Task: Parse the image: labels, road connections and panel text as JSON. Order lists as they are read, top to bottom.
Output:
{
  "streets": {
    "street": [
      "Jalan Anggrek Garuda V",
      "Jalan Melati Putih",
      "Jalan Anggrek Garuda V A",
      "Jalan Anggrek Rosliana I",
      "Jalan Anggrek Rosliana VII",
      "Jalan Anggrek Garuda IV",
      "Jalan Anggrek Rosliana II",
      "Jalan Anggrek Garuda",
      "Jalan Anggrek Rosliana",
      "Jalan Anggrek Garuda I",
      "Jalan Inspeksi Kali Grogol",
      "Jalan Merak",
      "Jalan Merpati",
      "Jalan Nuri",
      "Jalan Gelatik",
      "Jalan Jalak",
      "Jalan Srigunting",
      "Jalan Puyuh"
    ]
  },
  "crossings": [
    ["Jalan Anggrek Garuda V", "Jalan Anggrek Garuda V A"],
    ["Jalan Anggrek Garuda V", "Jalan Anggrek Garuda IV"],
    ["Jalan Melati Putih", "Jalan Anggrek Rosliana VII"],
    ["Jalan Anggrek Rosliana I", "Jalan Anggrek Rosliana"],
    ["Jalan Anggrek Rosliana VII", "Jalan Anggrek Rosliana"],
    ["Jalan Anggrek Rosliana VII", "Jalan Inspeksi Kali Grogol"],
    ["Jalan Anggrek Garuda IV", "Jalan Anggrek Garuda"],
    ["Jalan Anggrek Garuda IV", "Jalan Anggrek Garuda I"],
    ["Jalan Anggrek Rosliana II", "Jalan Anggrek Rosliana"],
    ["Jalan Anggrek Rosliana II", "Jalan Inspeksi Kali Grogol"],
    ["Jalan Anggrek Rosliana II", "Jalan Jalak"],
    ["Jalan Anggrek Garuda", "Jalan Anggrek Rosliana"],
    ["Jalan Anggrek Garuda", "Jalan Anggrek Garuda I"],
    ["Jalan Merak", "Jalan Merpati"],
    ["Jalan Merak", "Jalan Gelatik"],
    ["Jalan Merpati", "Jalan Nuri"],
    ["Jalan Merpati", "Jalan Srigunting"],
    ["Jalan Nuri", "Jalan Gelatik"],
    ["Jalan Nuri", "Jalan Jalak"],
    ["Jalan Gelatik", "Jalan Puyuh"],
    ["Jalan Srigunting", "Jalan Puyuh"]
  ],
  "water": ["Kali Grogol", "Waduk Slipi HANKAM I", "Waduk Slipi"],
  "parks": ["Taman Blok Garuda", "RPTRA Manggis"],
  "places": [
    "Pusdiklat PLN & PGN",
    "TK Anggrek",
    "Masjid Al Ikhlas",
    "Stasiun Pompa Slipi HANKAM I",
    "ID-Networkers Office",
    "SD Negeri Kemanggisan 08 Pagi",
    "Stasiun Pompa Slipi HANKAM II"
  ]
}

——

TASK ITEM: Line by line, write out the whole listing exactly.

RESULT OF THE TASK:
Task: Parse the image: labels, road connections and panel text as JSON. Order lists as they are read, top to bottom.
Output:
{
  "streets": {
    "street": [
      "Jalan Anggrek Garuda V",
      "Jalan Melati Putih",
      "Jalan Anggrek Garuda V A",
      "Jalan Anggrek Rosliana I",
      "Jalan Anggrek Rosliana VII",
      "Jalan Anggrek Garuda IV",
      "Jalan Anggrek Rosliana II",
      "Jalan Anggrek Garuda",
      "Jalan Anggrek Rosliana",
      "Jalan Anggrek Garuda I",
      "Jalan Inspeksi Kali Grogol",
      "Jalan Merak",
      "Jalan Merpati",
      "Jalan Nuri",
      "Jalan Gelatik",
      "Jalan Jalak",
      "Jalan Srigunting",
      "Jalan Puyuh"
    ]
  },
  "crossings": [
    ["Jalan Anggrek Garuda V", "Jalan Anggrek Garuda V A"],
    ["Jalan Anggrek Garuda V", "Jalan Anggrek Garuda IV"],
    ["Jalan Melati Putih", "Jalan Anggrek Rosliana VII"],
    ["Jalan Anggrek Rosliana I", "Jalan Anggrek Rosliana"],
    ["Jalan Anggrek Rosliana VII", "Jalan Anggrek Rosliana"],
    ["Jalan Anggrek Rosliana VII", "Jalan Inspeksi Kali Grogol"],
    ["Jalan Anggrek Garuda IV", "Jalan Anggrek Garuda"],
    ["Jalan Anggrek Garuda IV", "Jalan Anggrek Garuda I"],
    ["Jalan Anggrek Rosliana II", "Jalan Anggrek Rosliana"],
    ["Jalan Anggrek Rosliana II", "Jalan Inspeksi Kali Grogol"],
    ["Jalan Anggrek Rosliana II", "Jalan Jalak"],
    ["Jalan Anggrek Garuda", "Jalan Anggrek Rosliana"],
    ["Jalan Anggrek Garuda", "Jalan Anggrek Garuda I"],
    ["Jalan Merak", "Jalan Merpati"],
    ["Jalan Merak", "Jalan Gelatik"],
    ["Jalan Merpati", "Jalan Nuri"],
    ["Jalan Merpati", "Jalan Srigunting"],
    ["Jalan Nuri", "Jalan Gelatik"],
    ["Jalan Nuri", "Jalan Jalak"],
    ["Jalan Gelatik", "Jalan Puyuh"],
    ["Jalan Srigunting", "Jalan Puyuh"]
  ],
  "water": ["Kali Grogol", "Waduk Slipi HANKAM I", "Waduk Slipi"],
  "parks": ["Taman Blok Garuda", "RPTRA Manggis"],
  "places": [
    "Pusdiklat PLN & PGN",
    "TK Anggrek",
    "Masjid Al Ikhlas",
    "Stasiun Pompa Slipi HANKAM I",
    "ID-Networkers Office",
    "SD Negeri Kemanggisan 08 Pagi",
    "Stasiun Pompa Slipi HANKAM II"
  ]
}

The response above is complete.